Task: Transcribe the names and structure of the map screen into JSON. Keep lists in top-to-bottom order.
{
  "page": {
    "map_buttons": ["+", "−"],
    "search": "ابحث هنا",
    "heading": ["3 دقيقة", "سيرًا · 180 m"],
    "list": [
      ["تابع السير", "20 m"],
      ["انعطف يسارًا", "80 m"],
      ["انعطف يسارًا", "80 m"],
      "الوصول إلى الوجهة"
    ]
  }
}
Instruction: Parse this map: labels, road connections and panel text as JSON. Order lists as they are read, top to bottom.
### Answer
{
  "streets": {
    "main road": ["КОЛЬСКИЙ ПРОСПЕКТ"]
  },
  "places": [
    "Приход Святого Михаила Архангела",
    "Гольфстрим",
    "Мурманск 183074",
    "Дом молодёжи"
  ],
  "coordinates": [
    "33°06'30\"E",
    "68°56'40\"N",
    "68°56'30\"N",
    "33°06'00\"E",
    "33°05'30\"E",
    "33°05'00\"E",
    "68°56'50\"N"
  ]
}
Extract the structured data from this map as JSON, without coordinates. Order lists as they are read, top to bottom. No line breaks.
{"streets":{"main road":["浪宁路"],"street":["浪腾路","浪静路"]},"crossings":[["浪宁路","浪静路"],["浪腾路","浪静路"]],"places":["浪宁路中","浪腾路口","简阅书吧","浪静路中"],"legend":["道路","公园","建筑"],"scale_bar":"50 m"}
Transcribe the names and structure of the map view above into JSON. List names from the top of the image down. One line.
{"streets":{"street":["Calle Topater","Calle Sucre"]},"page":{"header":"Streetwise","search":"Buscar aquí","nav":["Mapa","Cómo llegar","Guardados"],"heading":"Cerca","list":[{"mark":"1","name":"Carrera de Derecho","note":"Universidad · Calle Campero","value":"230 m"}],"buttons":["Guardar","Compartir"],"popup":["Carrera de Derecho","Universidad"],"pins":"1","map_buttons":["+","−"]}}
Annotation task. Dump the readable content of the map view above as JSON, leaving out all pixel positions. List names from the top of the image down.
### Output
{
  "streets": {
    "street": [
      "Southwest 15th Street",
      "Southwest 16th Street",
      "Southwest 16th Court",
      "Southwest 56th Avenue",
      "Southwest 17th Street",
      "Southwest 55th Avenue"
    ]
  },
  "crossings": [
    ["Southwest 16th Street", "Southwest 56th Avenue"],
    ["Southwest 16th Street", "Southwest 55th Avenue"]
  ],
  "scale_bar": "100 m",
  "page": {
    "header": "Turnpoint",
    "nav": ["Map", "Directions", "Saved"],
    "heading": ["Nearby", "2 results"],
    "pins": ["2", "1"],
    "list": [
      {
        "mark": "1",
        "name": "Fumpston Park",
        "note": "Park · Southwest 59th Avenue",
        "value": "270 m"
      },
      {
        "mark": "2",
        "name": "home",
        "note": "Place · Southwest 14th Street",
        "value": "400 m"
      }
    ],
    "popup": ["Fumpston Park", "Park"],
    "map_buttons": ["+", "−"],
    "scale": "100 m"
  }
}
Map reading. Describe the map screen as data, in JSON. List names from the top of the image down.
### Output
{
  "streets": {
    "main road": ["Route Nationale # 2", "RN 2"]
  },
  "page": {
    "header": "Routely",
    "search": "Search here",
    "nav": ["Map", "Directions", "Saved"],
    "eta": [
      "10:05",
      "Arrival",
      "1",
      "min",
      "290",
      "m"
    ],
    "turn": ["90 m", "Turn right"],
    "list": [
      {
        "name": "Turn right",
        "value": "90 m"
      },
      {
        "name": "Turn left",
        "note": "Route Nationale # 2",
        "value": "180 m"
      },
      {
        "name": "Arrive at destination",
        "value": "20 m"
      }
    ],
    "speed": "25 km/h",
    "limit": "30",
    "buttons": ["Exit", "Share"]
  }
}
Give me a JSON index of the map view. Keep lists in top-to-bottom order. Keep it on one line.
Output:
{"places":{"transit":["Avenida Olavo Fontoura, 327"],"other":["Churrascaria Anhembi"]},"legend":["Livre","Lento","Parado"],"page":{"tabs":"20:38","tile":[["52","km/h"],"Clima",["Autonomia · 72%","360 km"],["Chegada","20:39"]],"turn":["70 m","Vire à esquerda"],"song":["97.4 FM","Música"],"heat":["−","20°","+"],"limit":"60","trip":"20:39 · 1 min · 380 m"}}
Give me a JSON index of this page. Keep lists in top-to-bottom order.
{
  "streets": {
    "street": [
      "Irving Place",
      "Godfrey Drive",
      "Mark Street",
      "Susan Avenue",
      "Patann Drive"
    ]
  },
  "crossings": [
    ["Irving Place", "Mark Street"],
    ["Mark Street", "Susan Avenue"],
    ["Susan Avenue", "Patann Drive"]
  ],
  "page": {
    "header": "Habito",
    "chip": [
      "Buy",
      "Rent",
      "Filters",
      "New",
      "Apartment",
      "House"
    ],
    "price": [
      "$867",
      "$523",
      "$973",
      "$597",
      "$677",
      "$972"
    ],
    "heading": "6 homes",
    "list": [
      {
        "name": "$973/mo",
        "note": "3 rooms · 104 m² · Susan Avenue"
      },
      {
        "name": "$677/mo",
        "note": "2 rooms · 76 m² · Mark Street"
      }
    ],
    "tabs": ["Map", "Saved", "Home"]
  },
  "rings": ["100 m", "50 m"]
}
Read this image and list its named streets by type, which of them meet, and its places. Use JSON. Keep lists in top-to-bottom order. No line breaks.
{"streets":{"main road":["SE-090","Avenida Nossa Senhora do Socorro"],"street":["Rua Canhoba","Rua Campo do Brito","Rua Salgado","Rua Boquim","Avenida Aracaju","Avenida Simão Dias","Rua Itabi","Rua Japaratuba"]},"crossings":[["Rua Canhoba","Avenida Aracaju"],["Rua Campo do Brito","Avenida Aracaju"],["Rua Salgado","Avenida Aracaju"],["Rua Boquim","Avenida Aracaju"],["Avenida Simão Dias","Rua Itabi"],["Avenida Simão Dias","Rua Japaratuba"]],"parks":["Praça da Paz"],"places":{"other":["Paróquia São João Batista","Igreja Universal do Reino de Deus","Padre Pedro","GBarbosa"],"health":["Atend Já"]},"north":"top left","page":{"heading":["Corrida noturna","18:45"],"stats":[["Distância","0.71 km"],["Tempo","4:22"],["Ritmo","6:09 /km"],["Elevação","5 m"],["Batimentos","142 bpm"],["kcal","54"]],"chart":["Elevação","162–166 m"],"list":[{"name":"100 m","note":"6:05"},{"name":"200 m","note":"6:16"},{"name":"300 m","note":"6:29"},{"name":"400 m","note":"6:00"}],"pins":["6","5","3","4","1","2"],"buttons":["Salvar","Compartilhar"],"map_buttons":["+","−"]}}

▶ _REQUIRED WORK_
Write out the full listing, keeping every line exactly as it is.

▶ _RESPONSE FOR THIS EXERCISE_
Task: Transcribe the names and structure of the map screen into JSON. Keep lists in top-to-bottom order.
{
  "page": {
    "map_buttons": ["+", "−"],
    "search": "ابحث هنا",
    "heading": ["3 دقيقة", "سيرًا · 180 m"],
    "list": [
      ["تابع السير", "20 m"],
      ["انعطف يسارًا", "80 m"],
      ["انعطف يسارًا", "80 m"],
      "الوصول إلى الوجهة"
    ]
  }
}
Instruction: Parse this map: labels, road connections and panel text as JSON. Order lists as they are read, top to bottom.
### Answer
{
  "streets": {
    "main road": ["КОЛЬСКИЙ ПРОСПЕКТ"]
  },
  "places": [
    "Приход Святого Михаила Архангела",
    "Гольфстрим",
    "Мурманск 183074",
    "Дом молодёжи"
  ],
  "coordinates": [
    "33°06'30\"E",
    "68°56'40\"N",
    "68°56'30\"N",
    "33°06'00\"E",
    "33°05'30\"E",
    "33°05'00\"E",
    "68°56'50\"N"
  ]
}
Extract the structured data from this map as JSON, without coordinates. Order lists as they are read, top to bottom. No line breaks.
{"streets":{"main road":["浪宁路"],"street":["浪腾路","浪静路"]},"crossings":[["浪宁路","浪静路"],["浪腾路","浪静路"]],"places":["浪宁路中","浪腾路口","简阅书吧","浪静路中"],"legend":["道路","公园","建筑"],"scale_bar":"50 m"}
Transcribe the names and structure of the map view above into JSON. List names from the top of the image down. One line.
{"streets":{"street":["Calle Topater","Calle Sucre"]},"page":{"header":"Streetwise","search":"Buscar aquí","nav":["Mapa","Cómo llegar","Guardados"],"heading":"Cerca","list":[{"mark":"1","name":"Carrera de Derecho","note":"Universidad · Calle Campero","value":"230 m"}],"buttons":["Guardar","Compartir"],"popup":["Carrera de Derecho","Universidad"],"pins":"1","map_buttons":["+","−"]}}
Annotation task. Dump the readable content of the map view above as JSON, leaving out all pixel positions. List names from the top of the image down.
### Output
{
  "streets": {
    "street": [
      "Southwest 15th Street",
      "Southwest 16th Street",
      "Southwest 16th Court",
      "Southwest 56th Avenue",
      "Southwest 17th Street",
      "Southwest 55th Avenue"
    ]
  },
  "crossings": [
    ["Southwest 16th Street", "Southwest 56th Avenue"],
    ["Southwest 16th Street", "Southwest 55th Avenue"]
  ],
  "scale_bar": "100 m",
  "page": {
    "header": "Turnpoint",
    "nav": ["Map", "Directions", "Saved"],
    "heading": ["Nearby", "2 results"],
    "pins": ["2", "1"],
    "list": [
      {
        "mark": "1",
        "name": "Fumpston Park",
        "note": "Park · Southwest 59th Avenue",
        "value": "270 m"
      },
      {
        "mark": "2",
        "name": "home",
        "note": "Place · Southwest 14th Street",
        "value": "400 m"
      }
    ],
    "popup": ["Fumpston Park", "Park"],
    "map_buttons": ["+", "−"],
    "scale": "100 m"
  }
}
Map reading. Describe the map screen as data, in JSON. List names from the top of the image down.
### Output
{
  "streets": {
    "main road": ["Route Nationale # 2", "RN 2"]
  },
  "page": {
    "header": "Routely",
    "search": "Search here",
    "nav": ["Map", "Directions", "Saved"],
    "eta": [
      "10:05",
      "Arrival",
      "1",
      "min",
      "290",
      "m"
    ],
    "turn": ["90 m", "Turn right"],
    "list": [
      {
        "name": "Turn right",
        "value": "90 m"
      },
      {
        "name": "Turn left",
        "note": "Route Nationale # 2",
        "value": "180 m"
      },
      {
        "name": "Arrive at destination",
        "value": "20 m"
      }
    ],
    "speed": "25 km/h",
    "limit": "30",
    "buttons": ["Exit", "Share"]
  }
}
Give me a JSON index of the map view. Keep lists in top-to-bottom order. Keep it on one line.
Output:
{"places":{"transit":["Avenida Olavo Fontoura, 327"],"other":["Churrascaria Anhembi"]},"legend":["Livre","Lento","Parado"],"page":{"tabs":"20:38","tile":[["52","km/h"],"Clima",["Autonomia · 72%","360 km"],["Chegada","20:39"]],"turn":["70 m","Vire à esquerda"],"song":["97.4 FM","Música"],"heat":["−","20°","+"],"limit":"60","trip":"20:39 · 1 min · 380 m"}}
Give me a JSON index of this page. Keep lists in top-to-bottom order.
{
  "streets": {
    "street": [
      "Irving Place",
      "Godfrey Drive",
      "Mark Street",
      "Susan Avenue",
      "Patann Drive"
    ]
  },
  "crossings": [
    ["Irving Place", "Mark Street"],
    ["Mark Street", "Susan Avenue"],
    ["Susan Avenue", "Patann Drive"]
  ],
  "page": {
    "header": "Habito",
    "chip": [
      "Buy",
      "Rent",
      "Filters",
      "New",
      "Apartment",
      "House"
    ],
    "price": [
      "$867",
      "$523",
      "$973",
      "$597",
      "$677",
      "$972"
    ],
    "heading": "6 homes",
    "list": [
      {
        "name": "$973/mo",
        "note": "3 rooms · 104 m² · Susan Avenue"
      },
      {
        "name": "$677/mo",
        "note": "2 rooms · 76 m² · Mark Street"
      }
    ],
    "tabs": ["Map", "Saved", "Home"]
  },
  "rings": ["100 m", "50 m"]
}
Read this image and list its named streets by type, which of them meet, and its places. Use JSON. Keep lists in top-to-bottom order. No line breaks.
{"streets":{"main road":["SE-090","Avenida Nossa Senhora do Socorro"],"street":["Rua Canhoba","Rua Campo do Brito","Rua Salgado","Rua Boquim","Avenida Aracaju","Avenida Simão Dias","Rua Itabi","Rua Japaratuba"]},"crossings":[["Rua Canhoba","Avenida Aracaju"],["Rua Campo do Brito","Avenida Aracaju"],["Rua Salgado","Avenida Aracaju"],["Rua Boquim","Avenida Aracaju"],["Avenida Simão Dias","Rua Itabi"],["Avenida Simão Dias","Rua Japaratuba"]],"parks":["Praça da Paz"],"places":{"other":["Paróquia São João Batista","Igreja Universal do Reino de Deus","Padre Pedro","GBarbosa"],"health":["Atend Já"]},"north":"top left","page":{"heading":["Corrida noturna","18:45"],"stats":[["Distância","0.71 km"],["Tempo","4:22"],["Ritmo","6:09 /km"],["Elevação","5 m"],["Batimentos","142 bpm"],["kcal","54"]],"chart":["Elevação","162–166 m"],"list":[{"name":"100 m","note":"6:05"},{"name":"200 m","note":"6:16"},{"name":"300 m","note":"6:29"},{"name":"400 m","note":"6:00"}],"pins":["6","5","3","4","1","2"],"buttons":["Salvar","Compartilhar"],"map_buttons":["+","−"]}}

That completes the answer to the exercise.